Start of Records provided
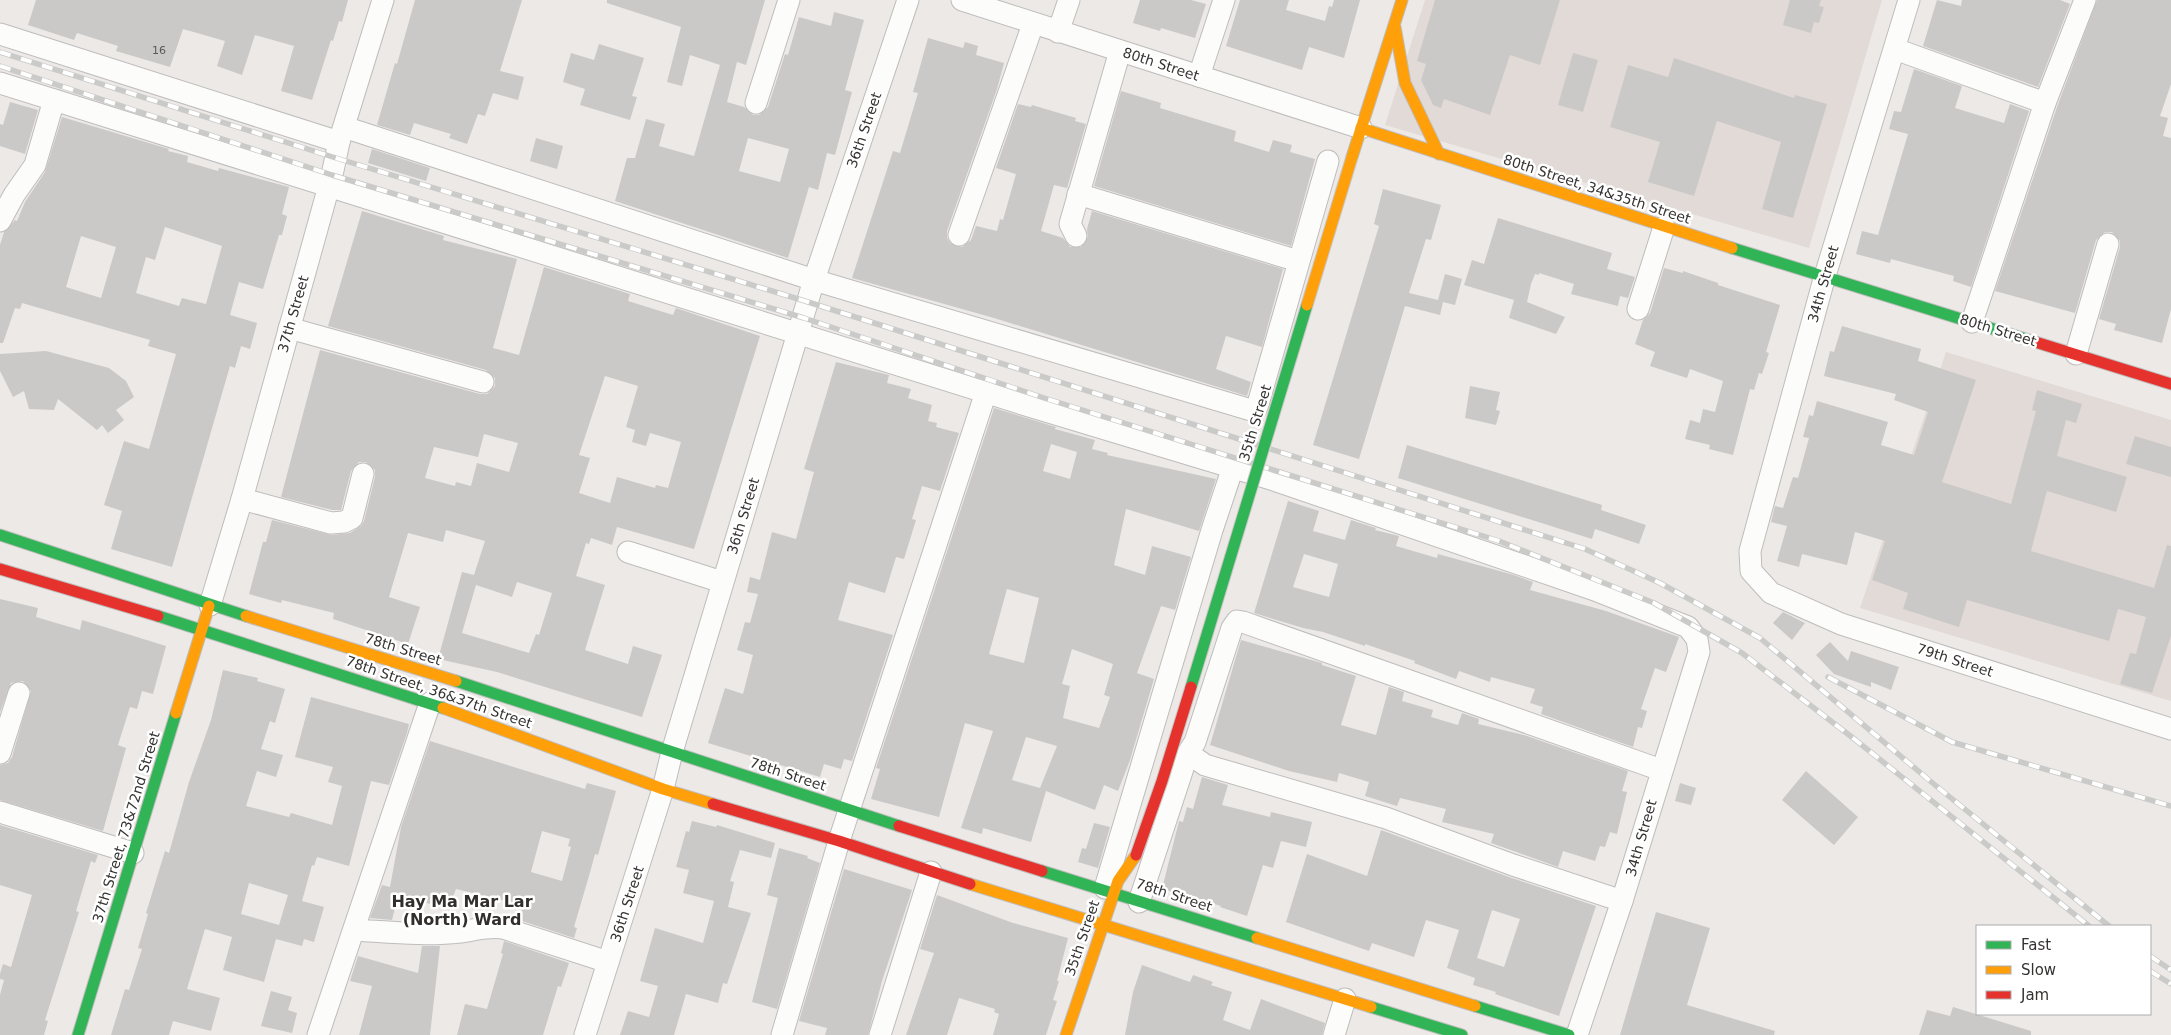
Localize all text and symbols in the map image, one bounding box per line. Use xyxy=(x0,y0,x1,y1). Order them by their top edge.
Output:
house number: 16 xyxy=(152,44,166,57)
street label: 80th Street xyxy=(1121,44,1202,84)
street label: 36th Street xyxy=(844,89,885,170)
street label: 80th Street, 34&35th Street xyxy=(1501,151,1693,227)
street label: 34th Street xyxy=(1804,243,1842,324)
street label: 37th Street xyxy=(274,273,312,354)
street label: 80th Street xyxy=(1958,311,2039,349)
street label: 35th Street xyxy=(1236,382,1274,463)
street label: 36th Street xyxy=(724,475,762,556)
street label: 78th Street xyxy=(363,630,444,668)
street label: 79th Street xyxy=(1915,640,1996,680)
street label: 78th Street, 36&37th Street xyxy=(344,653,535,732)
street label: 37th Street, 73&72nd Street xyxy=(89,729,163,925)
street label: 78th Street xyxy=(748,754,829,794)
street label: 34th Street xyxy=(1622,797,1660,878)
street label: 36th Street xyxy=(607,863,647,944)
street label: 78th Street xyxy=(1134,875,1215,915)
district label: Hay Ma Mar Lar (North) Ward xyxy=(391,892,533,929)
street label: 35th Street xyxy=(1062,897,1103,978)
legend xyxy=(1976,925,2151,1015)
text: Fast xyxy=(2021,936,2051,954)
text: Slow xyxy=(2021,961,2056,979)
text: Jam xyxy=(2020,986,2049,1004)

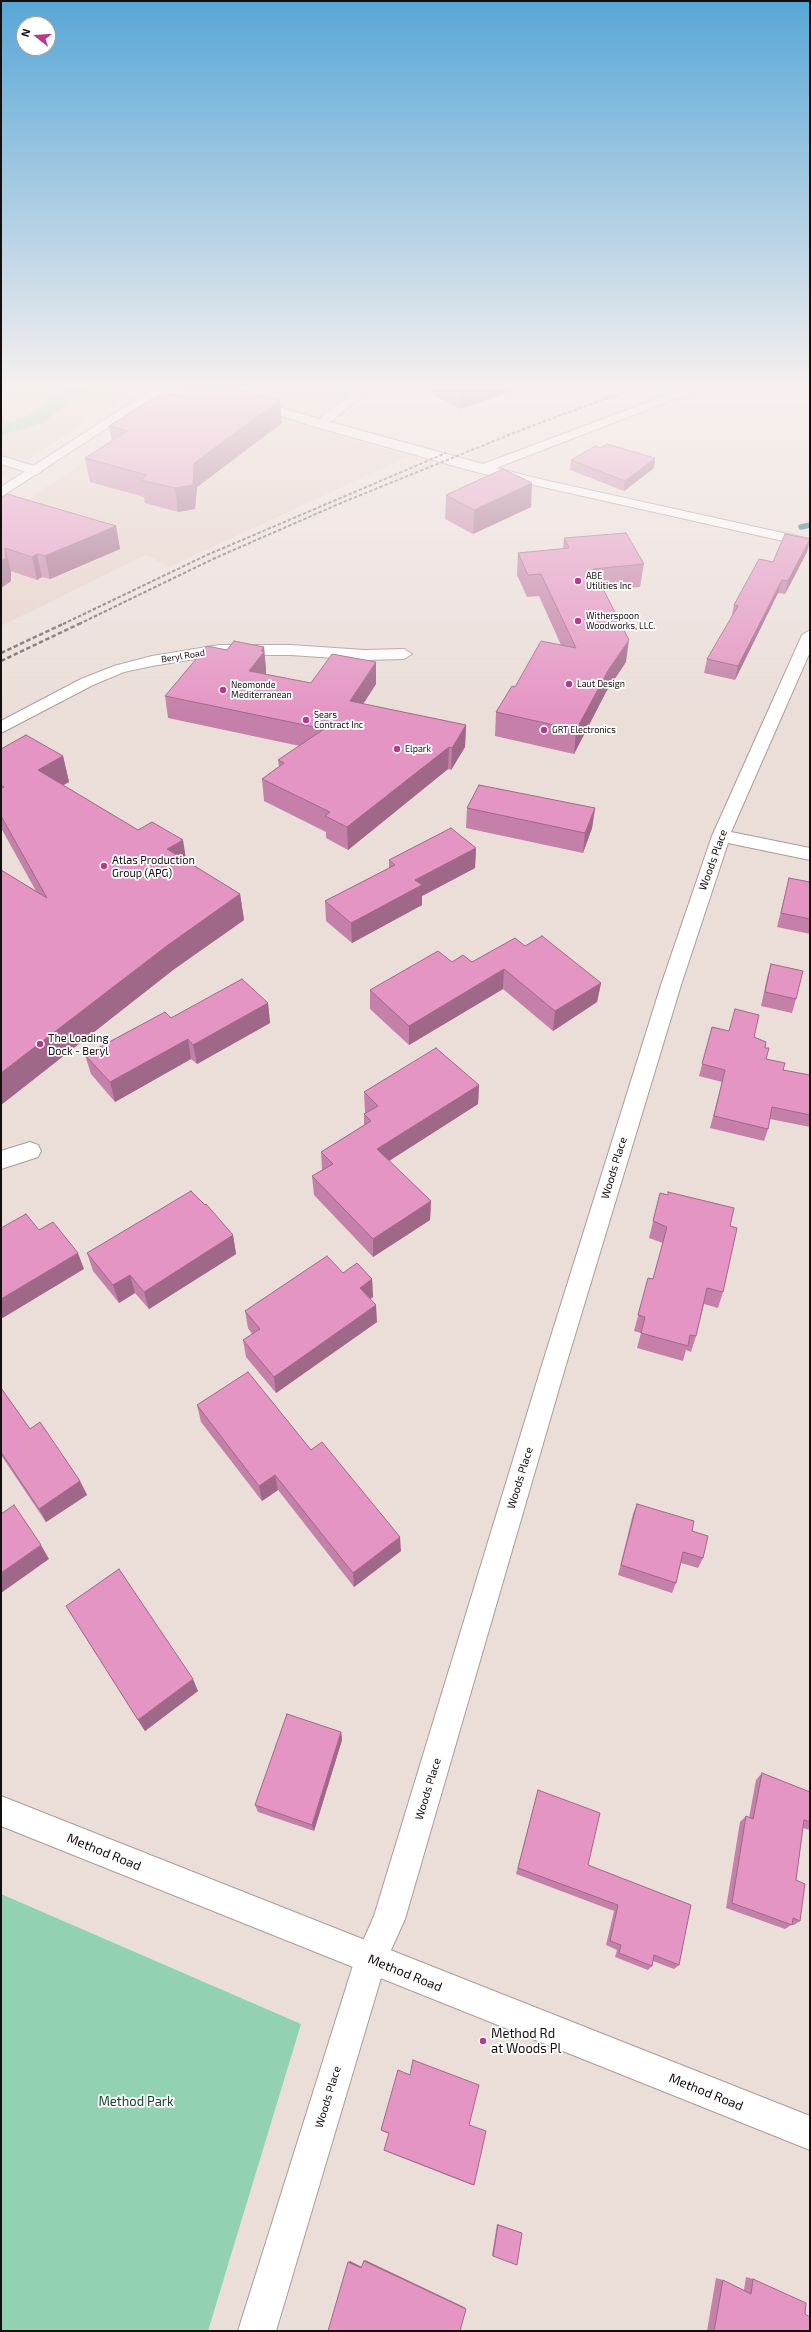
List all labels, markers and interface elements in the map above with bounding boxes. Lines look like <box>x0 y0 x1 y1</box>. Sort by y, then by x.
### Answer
End of Records provided
Your goal:
Begin with the line containing "List all labels, markers" and repeat each line exactly until the records above end.

Output for this task:
List all labels, markers and interface elements in the map above with bounding boxes. Lines look like <box>x0 y0 x1 y1</box>. Sort by y, then by x.
### Answer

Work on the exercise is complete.